Show all lines from the material that carry the word "service".

_Source material_:
|---|

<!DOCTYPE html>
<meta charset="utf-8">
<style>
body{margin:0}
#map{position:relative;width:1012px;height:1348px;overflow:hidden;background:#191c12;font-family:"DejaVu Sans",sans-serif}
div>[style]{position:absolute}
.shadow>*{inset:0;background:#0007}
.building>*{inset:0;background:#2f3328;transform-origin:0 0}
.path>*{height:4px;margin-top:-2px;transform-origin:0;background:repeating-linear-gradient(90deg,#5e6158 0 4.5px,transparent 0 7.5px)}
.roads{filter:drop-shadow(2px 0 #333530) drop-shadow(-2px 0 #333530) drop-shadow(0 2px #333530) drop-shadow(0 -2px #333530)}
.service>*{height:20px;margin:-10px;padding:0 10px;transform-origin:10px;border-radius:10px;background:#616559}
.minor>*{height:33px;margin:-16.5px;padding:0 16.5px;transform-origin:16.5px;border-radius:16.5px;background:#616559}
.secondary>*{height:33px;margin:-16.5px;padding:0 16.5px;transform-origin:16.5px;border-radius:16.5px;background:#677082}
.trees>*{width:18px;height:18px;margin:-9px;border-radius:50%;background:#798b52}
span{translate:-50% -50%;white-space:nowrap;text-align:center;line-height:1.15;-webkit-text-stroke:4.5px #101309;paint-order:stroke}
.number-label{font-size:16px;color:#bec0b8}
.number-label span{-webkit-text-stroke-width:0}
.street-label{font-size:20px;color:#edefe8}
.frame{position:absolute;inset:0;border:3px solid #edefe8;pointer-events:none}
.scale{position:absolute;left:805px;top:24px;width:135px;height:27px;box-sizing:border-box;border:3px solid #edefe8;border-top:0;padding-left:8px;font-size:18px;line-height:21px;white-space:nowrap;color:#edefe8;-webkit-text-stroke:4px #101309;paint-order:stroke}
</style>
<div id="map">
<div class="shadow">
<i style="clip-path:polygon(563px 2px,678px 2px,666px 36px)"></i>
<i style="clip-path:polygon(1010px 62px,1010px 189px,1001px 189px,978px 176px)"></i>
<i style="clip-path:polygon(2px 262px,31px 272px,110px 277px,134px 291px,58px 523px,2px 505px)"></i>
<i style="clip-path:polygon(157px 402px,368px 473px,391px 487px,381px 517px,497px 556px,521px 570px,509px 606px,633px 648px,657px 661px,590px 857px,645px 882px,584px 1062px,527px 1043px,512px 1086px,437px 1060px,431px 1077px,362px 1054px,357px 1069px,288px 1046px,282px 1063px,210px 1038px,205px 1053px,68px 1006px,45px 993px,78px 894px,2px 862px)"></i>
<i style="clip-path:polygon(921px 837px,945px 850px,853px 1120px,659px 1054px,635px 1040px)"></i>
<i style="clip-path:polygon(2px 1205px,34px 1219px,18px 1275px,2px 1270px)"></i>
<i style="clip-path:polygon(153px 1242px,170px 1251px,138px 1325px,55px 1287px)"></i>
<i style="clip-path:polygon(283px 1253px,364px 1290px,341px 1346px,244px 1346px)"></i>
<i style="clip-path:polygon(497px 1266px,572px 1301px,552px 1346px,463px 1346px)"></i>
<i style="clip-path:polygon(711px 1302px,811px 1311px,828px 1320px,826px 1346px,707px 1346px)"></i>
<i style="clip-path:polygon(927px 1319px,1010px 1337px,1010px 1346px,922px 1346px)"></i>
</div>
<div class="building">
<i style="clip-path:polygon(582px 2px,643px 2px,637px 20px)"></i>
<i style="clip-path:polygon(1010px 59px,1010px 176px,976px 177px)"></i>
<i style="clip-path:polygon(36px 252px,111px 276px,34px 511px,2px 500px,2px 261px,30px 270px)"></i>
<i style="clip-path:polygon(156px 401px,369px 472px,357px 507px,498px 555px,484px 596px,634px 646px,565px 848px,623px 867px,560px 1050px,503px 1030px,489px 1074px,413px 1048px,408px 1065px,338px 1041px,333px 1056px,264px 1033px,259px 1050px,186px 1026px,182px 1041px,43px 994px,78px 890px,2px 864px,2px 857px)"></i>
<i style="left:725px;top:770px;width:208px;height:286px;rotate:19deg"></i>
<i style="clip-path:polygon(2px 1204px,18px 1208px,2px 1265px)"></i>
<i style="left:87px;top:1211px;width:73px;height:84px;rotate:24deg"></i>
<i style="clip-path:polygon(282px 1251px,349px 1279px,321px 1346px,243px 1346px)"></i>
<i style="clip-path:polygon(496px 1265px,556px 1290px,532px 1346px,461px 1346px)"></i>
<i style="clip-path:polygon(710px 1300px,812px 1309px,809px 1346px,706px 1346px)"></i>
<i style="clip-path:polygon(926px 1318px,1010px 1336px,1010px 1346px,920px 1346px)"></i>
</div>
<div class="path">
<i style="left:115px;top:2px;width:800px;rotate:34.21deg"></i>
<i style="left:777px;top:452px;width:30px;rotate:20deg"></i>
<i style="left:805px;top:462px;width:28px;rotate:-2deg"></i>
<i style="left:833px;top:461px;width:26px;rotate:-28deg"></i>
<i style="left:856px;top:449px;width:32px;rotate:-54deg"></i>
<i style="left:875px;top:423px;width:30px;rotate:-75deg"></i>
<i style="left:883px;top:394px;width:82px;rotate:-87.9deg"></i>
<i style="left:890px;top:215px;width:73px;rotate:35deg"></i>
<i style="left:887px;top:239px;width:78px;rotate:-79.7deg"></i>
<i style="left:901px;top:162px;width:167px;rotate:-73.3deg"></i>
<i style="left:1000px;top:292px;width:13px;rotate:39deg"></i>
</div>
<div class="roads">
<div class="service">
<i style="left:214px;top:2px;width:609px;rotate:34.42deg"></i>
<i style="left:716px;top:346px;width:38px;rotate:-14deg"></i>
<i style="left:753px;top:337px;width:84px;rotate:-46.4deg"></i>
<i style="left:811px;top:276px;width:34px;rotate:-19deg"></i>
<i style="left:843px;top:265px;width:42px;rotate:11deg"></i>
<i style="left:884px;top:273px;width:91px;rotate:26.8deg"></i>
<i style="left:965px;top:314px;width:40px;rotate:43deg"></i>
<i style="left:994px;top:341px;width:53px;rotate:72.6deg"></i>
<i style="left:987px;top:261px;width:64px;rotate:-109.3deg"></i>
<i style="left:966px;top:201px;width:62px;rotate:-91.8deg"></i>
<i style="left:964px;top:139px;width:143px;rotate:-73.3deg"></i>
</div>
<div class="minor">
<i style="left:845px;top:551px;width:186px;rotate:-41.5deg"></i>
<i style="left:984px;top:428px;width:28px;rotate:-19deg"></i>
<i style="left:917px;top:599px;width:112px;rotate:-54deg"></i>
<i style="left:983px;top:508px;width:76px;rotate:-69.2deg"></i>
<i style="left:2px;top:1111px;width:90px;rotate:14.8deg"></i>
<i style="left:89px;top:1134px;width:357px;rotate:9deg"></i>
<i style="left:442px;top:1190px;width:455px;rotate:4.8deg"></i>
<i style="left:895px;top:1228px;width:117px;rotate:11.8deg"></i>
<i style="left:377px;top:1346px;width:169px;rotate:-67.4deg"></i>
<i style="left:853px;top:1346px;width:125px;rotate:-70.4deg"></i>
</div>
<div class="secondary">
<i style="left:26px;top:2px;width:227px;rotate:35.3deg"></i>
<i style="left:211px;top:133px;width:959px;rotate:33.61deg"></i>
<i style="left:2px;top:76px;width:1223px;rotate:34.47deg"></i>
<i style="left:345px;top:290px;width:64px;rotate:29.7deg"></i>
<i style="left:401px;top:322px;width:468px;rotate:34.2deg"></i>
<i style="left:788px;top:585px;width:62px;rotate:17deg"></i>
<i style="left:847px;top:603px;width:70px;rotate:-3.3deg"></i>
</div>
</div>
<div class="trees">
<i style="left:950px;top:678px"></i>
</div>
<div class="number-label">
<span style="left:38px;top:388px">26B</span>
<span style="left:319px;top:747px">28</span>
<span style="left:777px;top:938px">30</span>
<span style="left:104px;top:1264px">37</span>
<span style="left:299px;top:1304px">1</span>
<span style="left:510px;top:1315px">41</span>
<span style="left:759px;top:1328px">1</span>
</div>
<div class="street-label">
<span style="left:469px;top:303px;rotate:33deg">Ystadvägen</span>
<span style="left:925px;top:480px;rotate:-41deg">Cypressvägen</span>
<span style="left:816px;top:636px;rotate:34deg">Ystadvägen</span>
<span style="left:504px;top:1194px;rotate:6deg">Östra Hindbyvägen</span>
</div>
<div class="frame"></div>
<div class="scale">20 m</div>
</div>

|---|

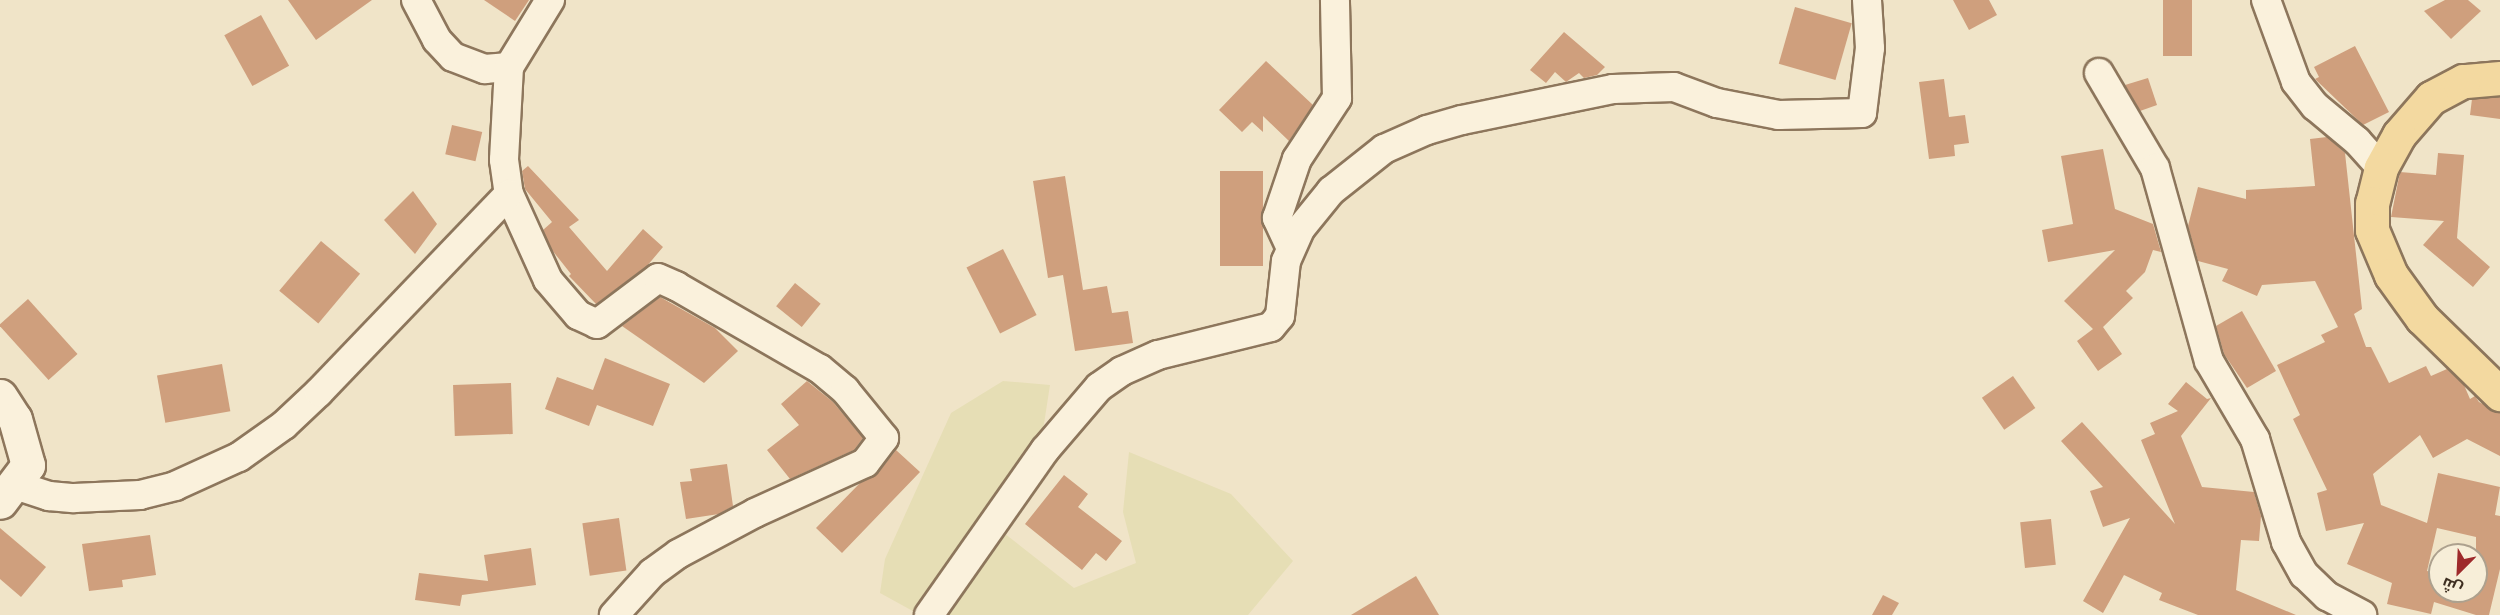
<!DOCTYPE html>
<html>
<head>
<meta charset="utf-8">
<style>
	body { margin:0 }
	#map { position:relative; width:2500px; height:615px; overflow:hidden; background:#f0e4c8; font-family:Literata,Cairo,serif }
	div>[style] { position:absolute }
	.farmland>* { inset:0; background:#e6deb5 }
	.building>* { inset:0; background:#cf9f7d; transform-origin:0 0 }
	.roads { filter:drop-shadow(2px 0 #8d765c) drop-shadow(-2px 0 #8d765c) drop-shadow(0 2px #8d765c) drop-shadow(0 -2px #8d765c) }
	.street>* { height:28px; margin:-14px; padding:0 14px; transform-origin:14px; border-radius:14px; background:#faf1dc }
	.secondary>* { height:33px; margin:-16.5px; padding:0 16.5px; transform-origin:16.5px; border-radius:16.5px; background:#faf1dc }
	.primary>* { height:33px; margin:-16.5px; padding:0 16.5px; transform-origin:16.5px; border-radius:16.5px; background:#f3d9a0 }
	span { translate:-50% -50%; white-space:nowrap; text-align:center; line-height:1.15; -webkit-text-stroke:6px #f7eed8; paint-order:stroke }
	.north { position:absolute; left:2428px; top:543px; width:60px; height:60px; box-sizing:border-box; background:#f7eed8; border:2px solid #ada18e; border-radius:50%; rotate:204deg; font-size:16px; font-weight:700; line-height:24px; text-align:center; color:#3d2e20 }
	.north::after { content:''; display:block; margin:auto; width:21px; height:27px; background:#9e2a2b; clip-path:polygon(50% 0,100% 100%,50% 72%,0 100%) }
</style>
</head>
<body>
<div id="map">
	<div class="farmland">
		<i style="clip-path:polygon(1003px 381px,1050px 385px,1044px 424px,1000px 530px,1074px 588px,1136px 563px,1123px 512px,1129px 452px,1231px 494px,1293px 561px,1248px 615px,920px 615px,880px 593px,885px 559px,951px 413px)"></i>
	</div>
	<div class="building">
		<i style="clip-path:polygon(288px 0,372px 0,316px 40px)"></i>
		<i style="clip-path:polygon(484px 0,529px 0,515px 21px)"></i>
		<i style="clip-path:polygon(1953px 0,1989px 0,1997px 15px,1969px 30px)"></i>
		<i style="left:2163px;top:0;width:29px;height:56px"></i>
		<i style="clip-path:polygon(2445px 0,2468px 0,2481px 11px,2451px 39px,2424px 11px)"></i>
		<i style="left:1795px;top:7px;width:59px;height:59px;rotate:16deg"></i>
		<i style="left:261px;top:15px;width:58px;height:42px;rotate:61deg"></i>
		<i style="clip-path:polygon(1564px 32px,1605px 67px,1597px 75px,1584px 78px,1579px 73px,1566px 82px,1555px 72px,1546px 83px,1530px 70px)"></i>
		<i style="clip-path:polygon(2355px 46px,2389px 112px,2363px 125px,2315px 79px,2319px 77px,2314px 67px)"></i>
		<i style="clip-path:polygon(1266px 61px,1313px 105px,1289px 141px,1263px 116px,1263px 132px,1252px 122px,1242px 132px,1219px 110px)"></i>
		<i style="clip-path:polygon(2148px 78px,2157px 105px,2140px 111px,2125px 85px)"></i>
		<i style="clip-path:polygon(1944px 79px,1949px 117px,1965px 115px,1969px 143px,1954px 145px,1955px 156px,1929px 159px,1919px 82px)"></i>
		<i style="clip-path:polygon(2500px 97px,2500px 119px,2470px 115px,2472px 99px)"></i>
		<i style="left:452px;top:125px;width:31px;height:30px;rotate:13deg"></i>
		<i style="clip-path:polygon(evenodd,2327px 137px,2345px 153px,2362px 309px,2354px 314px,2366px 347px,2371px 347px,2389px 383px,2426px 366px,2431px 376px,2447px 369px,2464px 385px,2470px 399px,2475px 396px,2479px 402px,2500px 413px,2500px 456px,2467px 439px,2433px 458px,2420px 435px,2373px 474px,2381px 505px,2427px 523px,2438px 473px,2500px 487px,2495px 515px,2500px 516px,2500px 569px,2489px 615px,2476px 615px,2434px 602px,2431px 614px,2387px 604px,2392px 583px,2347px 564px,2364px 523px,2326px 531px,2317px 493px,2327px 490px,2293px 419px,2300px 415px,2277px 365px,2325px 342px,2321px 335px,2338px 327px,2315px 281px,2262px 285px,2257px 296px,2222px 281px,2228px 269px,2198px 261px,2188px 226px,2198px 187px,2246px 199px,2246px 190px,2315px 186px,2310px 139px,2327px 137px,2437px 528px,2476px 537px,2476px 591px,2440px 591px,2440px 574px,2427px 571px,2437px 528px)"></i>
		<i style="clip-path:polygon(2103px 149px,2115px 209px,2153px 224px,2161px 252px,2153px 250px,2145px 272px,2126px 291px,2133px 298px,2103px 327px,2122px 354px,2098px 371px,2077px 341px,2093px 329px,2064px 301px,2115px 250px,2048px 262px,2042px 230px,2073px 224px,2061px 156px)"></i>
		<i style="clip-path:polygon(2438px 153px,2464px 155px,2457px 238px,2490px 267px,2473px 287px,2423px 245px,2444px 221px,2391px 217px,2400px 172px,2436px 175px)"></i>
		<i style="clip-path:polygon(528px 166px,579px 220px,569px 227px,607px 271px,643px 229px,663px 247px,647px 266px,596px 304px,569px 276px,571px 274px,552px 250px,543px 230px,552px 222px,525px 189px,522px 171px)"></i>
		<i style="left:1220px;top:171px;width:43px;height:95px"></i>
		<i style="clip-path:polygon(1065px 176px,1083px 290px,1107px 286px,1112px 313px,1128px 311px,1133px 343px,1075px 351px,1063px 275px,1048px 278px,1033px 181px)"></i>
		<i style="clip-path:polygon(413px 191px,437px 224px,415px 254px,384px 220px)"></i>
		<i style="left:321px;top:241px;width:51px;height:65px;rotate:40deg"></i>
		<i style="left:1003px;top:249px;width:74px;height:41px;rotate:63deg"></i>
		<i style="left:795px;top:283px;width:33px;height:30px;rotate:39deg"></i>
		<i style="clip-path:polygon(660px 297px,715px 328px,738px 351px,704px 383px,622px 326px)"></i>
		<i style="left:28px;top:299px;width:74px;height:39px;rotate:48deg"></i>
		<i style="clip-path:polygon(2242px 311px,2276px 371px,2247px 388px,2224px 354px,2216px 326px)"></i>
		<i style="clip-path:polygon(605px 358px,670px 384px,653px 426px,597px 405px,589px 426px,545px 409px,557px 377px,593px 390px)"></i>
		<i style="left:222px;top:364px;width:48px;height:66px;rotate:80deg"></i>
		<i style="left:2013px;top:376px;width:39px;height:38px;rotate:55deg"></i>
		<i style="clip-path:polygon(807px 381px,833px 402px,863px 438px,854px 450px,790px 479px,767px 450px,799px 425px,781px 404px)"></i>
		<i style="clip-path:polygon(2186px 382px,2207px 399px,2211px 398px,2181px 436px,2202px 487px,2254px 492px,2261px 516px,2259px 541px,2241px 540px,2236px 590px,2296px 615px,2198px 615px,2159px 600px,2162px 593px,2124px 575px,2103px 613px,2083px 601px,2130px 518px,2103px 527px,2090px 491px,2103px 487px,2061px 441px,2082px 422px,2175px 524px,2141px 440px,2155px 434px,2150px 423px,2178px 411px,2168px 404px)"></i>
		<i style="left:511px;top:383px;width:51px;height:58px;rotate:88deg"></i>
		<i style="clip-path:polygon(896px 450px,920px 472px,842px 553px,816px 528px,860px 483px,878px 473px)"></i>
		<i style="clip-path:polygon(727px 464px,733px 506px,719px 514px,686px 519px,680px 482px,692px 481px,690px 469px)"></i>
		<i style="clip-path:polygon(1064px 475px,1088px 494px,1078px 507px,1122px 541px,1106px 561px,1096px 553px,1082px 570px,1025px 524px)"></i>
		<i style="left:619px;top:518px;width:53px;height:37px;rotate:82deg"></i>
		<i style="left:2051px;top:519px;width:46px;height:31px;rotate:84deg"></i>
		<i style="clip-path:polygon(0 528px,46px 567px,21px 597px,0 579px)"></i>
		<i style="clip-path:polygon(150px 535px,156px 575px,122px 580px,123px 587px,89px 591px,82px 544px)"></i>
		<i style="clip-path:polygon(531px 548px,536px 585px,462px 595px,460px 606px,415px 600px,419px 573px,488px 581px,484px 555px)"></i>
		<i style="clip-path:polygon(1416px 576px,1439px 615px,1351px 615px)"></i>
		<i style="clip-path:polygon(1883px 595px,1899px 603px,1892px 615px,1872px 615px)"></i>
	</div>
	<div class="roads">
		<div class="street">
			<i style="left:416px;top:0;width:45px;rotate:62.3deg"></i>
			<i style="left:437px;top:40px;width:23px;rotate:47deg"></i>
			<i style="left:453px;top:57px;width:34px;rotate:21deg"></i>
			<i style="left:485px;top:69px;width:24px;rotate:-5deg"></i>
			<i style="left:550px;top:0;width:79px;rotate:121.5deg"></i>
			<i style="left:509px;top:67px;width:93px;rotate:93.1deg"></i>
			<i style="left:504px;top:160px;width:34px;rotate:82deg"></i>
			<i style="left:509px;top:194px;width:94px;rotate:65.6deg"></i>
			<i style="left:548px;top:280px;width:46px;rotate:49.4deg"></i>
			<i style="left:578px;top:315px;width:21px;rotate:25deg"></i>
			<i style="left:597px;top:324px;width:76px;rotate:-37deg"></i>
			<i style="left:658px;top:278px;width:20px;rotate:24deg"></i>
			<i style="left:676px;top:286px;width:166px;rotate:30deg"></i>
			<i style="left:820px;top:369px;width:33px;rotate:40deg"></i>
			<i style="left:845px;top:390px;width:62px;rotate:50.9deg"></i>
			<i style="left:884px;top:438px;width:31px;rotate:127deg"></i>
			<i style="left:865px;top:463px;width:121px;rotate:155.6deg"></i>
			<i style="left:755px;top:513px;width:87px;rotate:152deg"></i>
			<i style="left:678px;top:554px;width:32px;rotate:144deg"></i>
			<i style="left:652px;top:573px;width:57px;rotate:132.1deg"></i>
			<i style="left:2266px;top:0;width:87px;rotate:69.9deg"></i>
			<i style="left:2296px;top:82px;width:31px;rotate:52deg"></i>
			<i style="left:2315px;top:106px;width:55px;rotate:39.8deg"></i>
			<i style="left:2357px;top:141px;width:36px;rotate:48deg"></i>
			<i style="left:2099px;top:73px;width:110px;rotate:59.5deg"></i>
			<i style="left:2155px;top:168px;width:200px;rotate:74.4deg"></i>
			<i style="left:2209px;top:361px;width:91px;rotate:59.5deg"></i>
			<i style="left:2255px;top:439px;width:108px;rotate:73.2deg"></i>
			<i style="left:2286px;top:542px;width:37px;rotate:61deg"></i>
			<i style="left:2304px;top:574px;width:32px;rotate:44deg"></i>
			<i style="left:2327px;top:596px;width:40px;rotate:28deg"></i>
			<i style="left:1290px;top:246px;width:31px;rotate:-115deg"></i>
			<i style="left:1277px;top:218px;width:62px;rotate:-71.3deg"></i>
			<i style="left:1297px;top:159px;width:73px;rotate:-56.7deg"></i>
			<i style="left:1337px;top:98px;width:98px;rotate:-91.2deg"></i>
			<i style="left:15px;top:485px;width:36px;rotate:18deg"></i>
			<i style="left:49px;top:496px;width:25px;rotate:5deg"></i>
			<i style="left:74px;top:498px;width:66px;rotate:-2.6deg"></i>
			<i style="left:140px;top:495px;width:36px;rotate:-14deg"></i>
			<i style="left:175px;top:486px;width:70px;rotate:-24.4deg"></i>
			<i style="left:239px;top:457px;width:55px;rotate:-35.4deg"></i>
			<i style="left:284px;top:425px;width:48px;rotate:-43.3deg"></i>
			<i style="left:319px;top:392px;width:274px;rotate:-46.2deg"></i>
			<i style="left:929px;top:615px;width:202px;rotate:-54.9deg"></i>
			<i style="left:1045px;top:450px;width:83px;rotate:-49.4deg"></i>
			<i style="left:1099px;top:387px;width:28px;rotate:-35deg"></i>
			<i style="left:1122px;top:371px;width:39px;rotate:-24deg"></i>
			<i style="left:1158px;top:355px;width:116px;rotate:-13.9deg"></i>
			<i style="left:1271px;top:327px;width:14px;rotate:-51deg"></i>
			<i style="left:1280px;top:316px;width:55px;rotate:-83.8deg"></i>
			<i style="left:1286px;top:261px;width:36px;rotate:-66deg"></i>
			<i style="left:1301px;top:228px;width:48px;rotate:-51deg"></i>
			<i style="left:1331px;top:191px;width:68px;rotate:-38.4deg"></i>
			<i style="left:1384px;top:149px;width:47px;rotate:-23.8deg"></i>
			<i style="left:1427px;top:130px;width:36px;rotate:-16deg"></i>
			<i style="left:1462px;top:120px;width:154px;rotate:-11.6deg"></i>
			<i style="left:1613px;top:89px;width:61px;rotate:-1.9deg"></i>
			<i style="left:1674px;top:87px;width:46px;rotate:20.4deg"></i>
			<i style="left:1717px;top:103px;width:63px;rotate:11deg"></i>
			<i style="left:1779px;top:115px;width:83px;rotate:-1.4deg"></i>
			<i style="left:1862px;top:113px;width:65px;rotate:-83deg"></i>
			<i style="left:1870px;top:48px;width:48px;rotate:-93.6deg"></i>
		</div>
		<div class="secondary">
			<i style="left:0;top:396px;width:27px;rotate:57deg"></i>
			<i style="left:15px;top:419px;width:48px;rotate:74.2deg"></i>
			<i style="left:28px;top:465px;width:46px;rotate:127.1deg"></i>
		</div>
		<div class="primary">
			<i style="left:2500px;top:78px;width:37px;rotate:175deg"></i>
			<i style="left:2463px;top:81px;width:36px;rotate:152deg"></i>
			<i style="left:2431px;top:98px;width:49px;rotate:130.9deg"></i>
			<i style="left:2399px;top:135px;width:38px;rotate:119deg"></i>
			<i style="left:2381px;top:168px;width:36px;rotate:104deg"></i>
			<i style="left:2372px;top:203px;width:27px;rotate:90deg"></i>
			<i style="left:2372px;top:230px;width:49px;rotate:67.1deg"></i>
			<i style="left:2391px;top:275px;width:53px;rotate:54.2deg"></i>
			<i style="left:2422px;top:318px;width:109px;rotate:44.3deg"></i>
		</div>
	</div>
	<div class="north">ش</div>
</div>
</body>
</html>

|---|

_Exercise solution_:
.service>*{height:20px;margin:-10px;padding:0 10px;transform-origin:10px;border-radius:10px;background:#616559}
<div class="service">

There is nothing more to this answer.